She gave me a warning look. ‘No mealy-mouthed scruples, please. I have no wish to hear about ungodliness or breaking my mother’s heart. She has daughters to spare, and if I am as successful as I expect to be, she shall have no grounds for complaint.’
All my assumed values turned topsy-turvy, as they had been doing for months already, thanks to my sister. ‘Depravity!’ I gasped. ‘You should be locked up.’
‘Be quiet, you fool.’ She looked around, where there were people on all sides. Cooking, tidying, talking, playing – men, women and children in their family groups, living ordinary domestic lives even out here on the trail. None of them displayed interest in myself and Fanny, even though we must have been obviously in an intense discussion.
Her trepidation was oddly reassuring. She accepted, then, that my reaction was much as everyone else’s would be. ‘You know this would make you an outcast,’ I said. ‘A fallen woman.’ It was a phrase I had heard back in polite eastern circles, once or twice, without fully understanding what it meant. I had an idea it involved babies, as a rule.
‘I pity you your ignorance,’ she said, with a look that did contain real compassion, mixed with impatience and defiance. ‘There is a world just there for the taking, which you wilfully refuse to see.’
‘You said that before,’ I replied stiffly. ‘I have world enough, thank you. I am quite contented, Miss Wickedness.’ It was true, I realised, up to a point. And the source of any lingering unhappiness or confusion I might be feeling lay in this very sister and her boldness.
‘Oh, please.’ She turned away, leaving me struggling with bewilderment.
‘How does Abel know so much about this glittering world, anyway?’ I called after her.
Again she looked around, and flapped a hand for my silence. ‘He speaks with other men,’ she hissed. ‘Men together reveal more than you could ever dream.’
‘And he has disclosed to you their male secrets.’ I lifted my chin. ‘Perhaps they would be best kept private, if this is the consequence of revealing them.’
‘Don’t be so prim.’ This time she really did walk away, having had the final word and left me with my feelings all stirred up again, as they had been before.

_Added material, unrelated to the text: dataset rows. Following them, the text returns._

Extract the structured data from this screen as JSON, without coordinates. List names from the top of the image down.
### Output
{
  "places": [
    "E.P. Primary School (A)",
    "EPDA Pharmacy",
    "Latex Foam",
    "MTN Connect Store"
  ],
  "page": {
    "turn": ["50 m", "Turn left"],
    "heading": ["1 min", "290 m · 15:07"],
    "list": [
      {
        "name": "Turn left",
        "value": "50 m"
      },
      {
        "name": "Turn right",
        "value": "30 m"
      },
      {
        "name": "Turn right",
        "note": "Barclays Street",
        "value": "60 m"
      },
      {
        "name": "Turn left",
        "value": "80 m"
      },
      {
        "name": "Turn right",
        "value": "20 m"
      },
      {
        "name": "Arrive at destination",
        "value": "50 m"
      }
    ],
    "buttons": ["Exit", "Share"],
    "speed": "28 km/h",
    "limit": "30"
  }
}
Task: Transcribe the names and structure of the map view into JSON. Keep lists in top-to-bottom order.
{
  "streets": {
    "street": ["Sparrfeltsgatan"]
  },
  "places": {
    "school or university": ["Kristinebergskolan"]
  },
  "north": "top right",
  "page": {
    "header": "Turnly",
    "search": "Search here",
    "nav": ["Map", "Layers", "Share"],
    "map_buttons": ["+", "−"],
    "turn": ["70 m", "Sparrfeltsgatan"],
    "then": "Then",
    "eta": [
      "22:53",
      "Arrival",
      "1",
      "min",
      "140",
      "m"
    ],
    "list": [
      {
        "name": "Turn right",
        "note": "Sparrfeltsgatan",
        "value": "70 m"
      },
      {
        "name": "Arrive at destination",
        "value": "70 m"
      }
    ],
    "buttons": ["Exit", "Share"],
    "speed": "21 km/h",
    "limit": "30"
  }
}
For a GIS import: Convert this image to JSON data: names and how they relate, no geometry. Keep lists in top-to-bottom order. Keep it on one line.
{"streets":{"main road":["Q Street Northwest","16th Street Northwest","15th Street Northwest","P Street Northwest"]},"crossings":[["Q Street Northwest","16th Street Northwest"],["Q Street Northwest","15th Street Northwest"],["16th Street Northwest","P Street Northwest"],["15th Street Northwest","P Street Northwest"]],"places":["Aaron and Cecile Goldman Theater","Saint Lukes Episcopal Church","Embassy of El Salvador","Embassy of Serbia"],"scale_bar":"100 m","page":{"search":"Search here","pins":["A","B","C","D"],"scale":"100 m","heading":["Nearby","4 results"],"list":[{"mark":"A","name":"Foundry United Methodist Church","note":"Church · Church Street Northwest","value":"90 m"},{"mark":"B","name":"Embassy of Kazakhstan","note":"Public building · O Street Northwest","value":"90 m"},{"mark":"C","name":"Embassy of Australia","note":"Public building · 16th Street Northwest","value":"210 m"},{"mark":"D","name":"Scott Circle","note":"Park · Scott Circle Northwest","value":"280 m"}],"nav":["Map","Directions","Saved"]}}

Who, who, could I confide in? The need was more urgent than ever, while being even more difficult to satisfy. Henry Bricewood had soothed me once before with his assurances that no real harm would result from Fanny’s wanton behaviour. But Henry was never going to accept this bizarre new idea, the nature of which I still could not properly grasp. I could never convey it to him in terms that would make sense. I was inclined to challenge Abel and demand to know what in the world he had told my young sister. But again, there could not be words adequate to the task. What could I say? What could he say? Could I even begin to betray my sister by sharing my discoveries? Or should I assume the whole thing was a dream, a fantastic castle in the air built by a bored young girl who was briefly rebelling against her destiny as a settler’s wife?
At least, I noted, a little while later, I was now guilty of ignorance, rather than a lack of charity, in my sister’s eyes. It was a blunter judgement, I felt; a less painful jibe.
4th October
We have continued to crawl along the new road, achieving six or seven miles each day, with the nights cold and snow coming closer down the sides of the mountains. Rhododendron is still two days distant. Some trees have autumn tints to them already, and we know the summer is finished. We have had two days of rain, giving rise to considerable mud, which explains our slow progress. The toll we pay is to be $5 for the wagon, plus ten cents for each animal. Mr Tennant says will act for the whole party, with no obligation to repay him. We are all very weary. Supplies are running low and there are few good pairs of boots to be seen.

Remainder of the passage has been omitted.